Exercise description: When you reproduce the listing, keep every word as it is and drop the pictures.

Data:
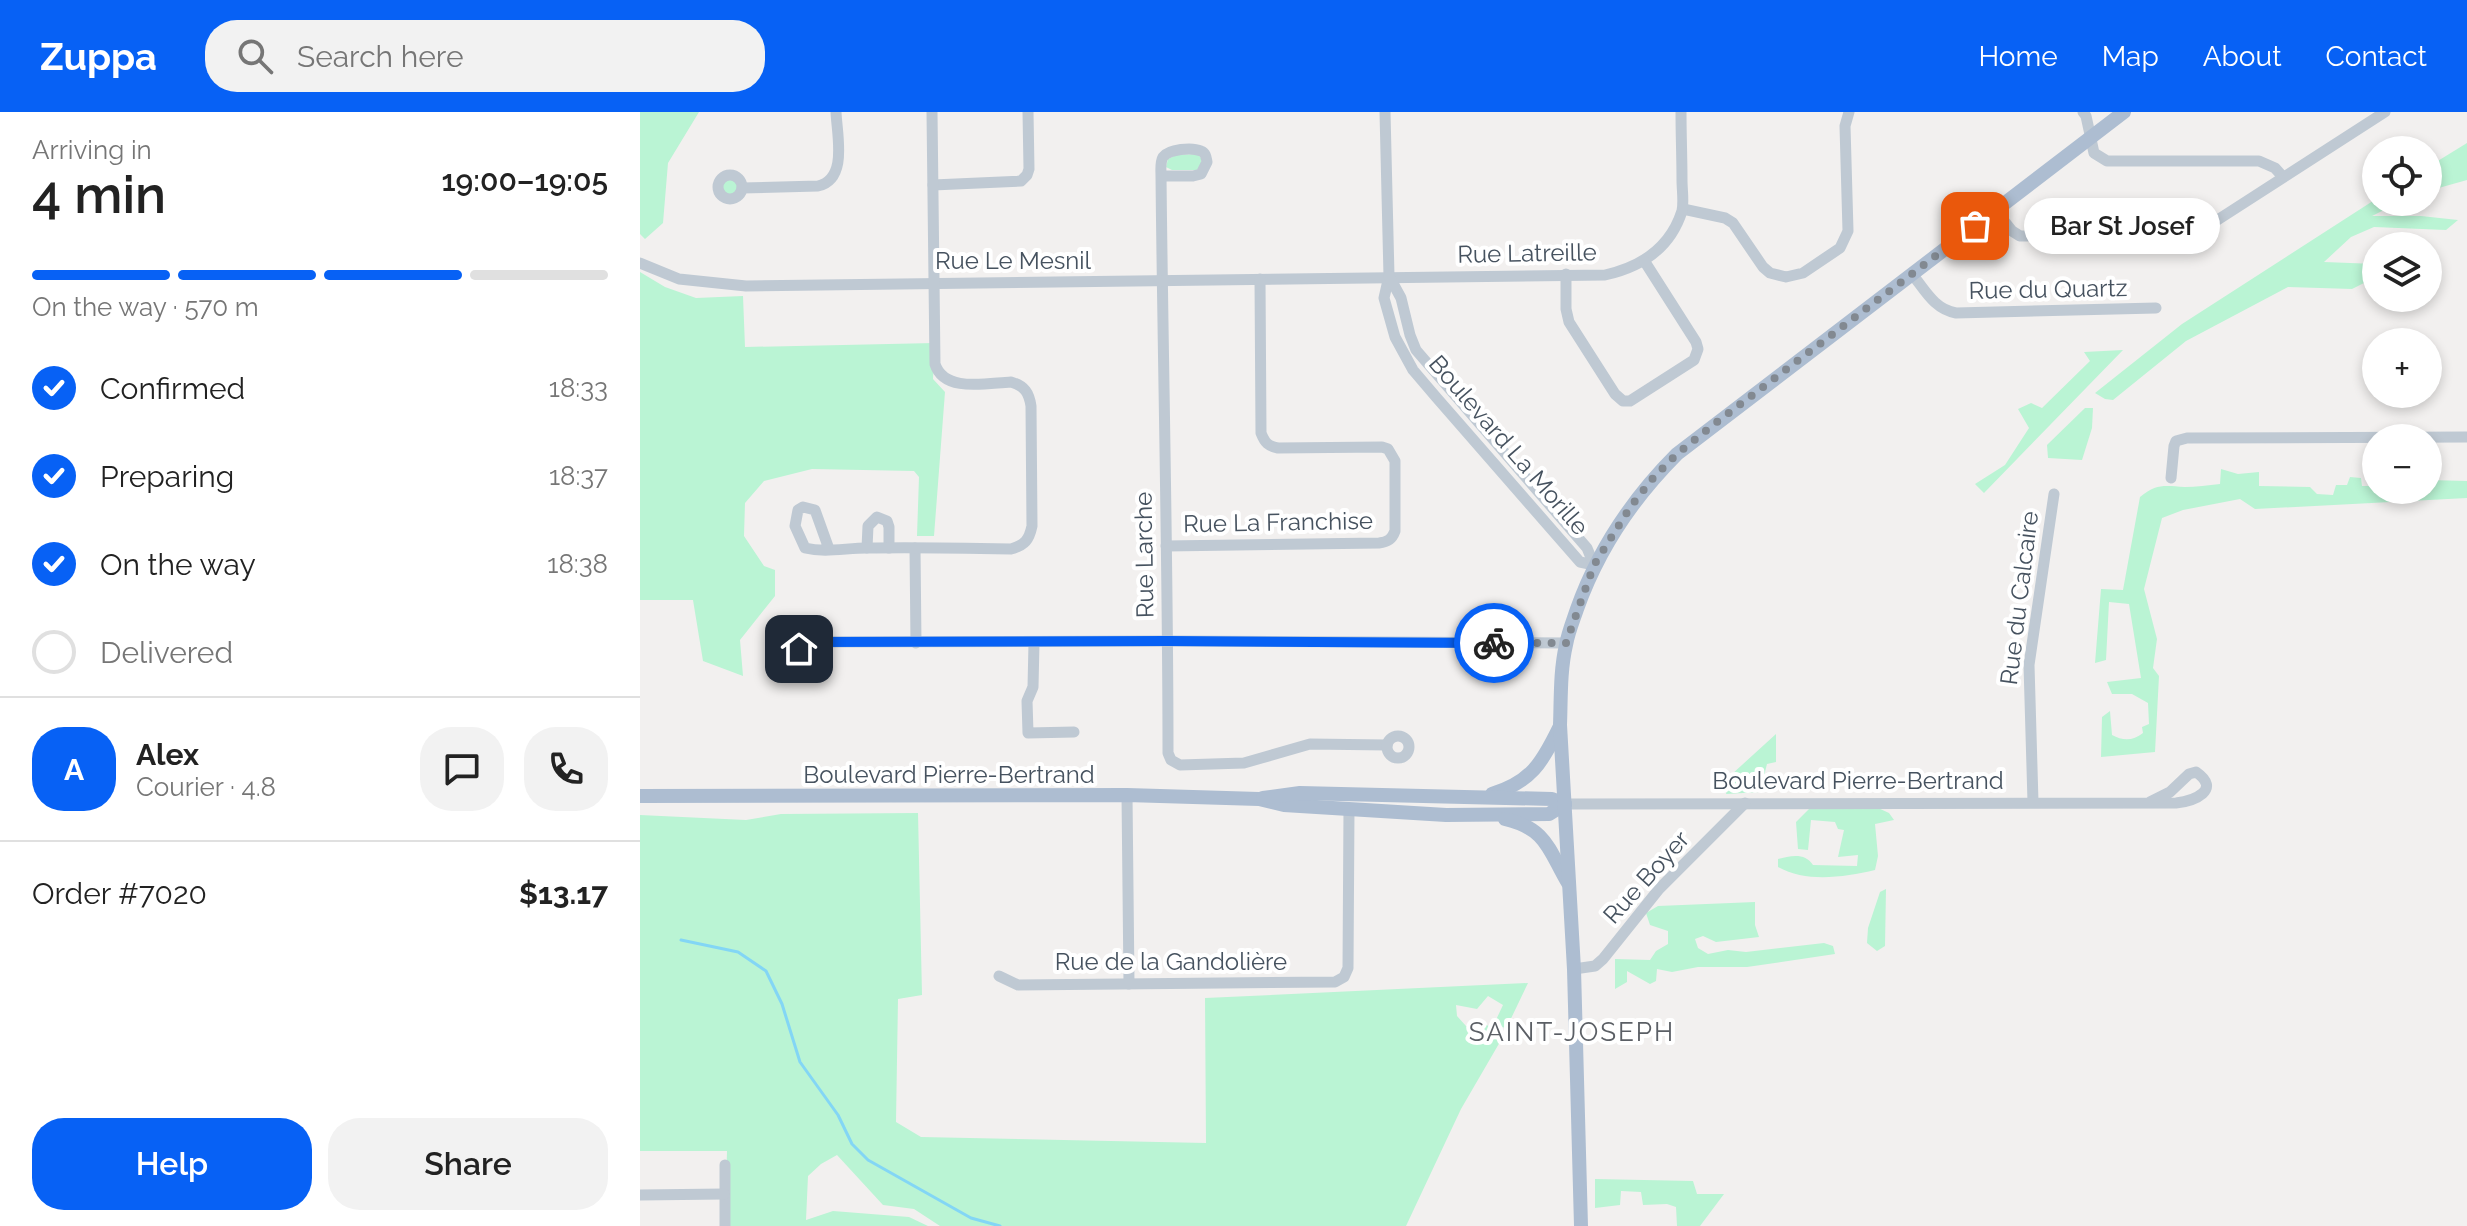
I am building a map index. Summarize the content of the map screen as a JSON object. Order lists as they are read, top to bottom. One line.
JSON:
{"streets":{"main road":["Boulevard Pierre-Bertrand"],"street":["Rue Latreille","Rue Le Mesnil","Rue du Quartz","Boulevard La Morille","Rue La Franchise","Rue Larche","Rue du Calcaire","Rue Boyer","Rue de la Gandolière"]},"crossings":[["Rue Latreille","Rue Le Mesnil"],["Rue Latreille","Boulevard La Morille"],["Rue Le Mesnil","Boulevard La Morille"],["Rue Le Mesnil","Rue La Franchise"],["Rue Le Mesnil","Rue Larche"],["Rue La Franchise","Rue Larche"],["Rue du Calcaire","Boulevard Pierre-Bertrand"],["Boulevard Pierre-Bertrand","Rue Boyer"],["Boulevard Pierre-Bertrand","Rue de la Gandolière"]],"districts":["SAINT-JOSEPH"],"places":["Bar St Josef"],"page":{"header":"Zuppa","search":"Search here","nav":["Home","Map","About","Contact"],"heading":["4 min","Arriving in","19:00–19:05"],"panel":["Alex","Courier · 4.8","Order #7020","$13.17"],"map_buttons":["+","−"],"bubble":"Bar St Josef","bar":"On the way · 570 m","list":[["Confirmed","18:33"],["Preparing","18:37"],["On the way","18:38"],"Delivered"],"round":"A","buttons":["Help","Share"]}}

Answer space:
I am building a map index. Summarize the content of the map screen as a JSON object. Order lists as they are read, top to bottom. One line.
JSON:
{"streets":{"main road":["Boulevard Pierre-Bertrand"],"street":["Rue Latreille","Rue Le Mesnil","Rue du Quartz","Boulevard La Morille","Rue La Franchise","Rue Larche","Rue du Calcaire","Rue Boyer","Rue de la Gandolière"]},"crossings":[["Rue Latreille","Rue Le Mesnil"],["Rue Latreille","Boulevard La Morille"],["Rue Le Mesnil","Boulevard La Morille"],["Rue Le Mesnil","Rue La Franchise"],["Rue Le Mesnil","Rue Larche"],["Rue La Franchise","Rue Larche"],["Rue du Calcaire","Boulevard Pierre-Bertrand"],["Boulevard Pierre-Bertrand","Rue Boyer"],["Boulevard Pierre-Bertrand","Rue de la Gandolière"]],"districts":["SAINT-JOSEPH"],"places":["Bar St Josef"],"page":{"header":"Zuppa","search":"Search here","nav":["Home","Map","About","Contact"],"heading":["4 min","Arriving in","19:00–19:05"],"panel":["Alex","Courier · 4.8","Order #7020","$13.17"],"map_buttons":["+","−"],"bubble":"Bar St Josef","bar":"On the way · 570 m","list":[["Confirmed","18:33"],["Preparing","18:37"],["On the way","18:38"],"Delivered"],"round":"A","buttons":["Help","Share"]}}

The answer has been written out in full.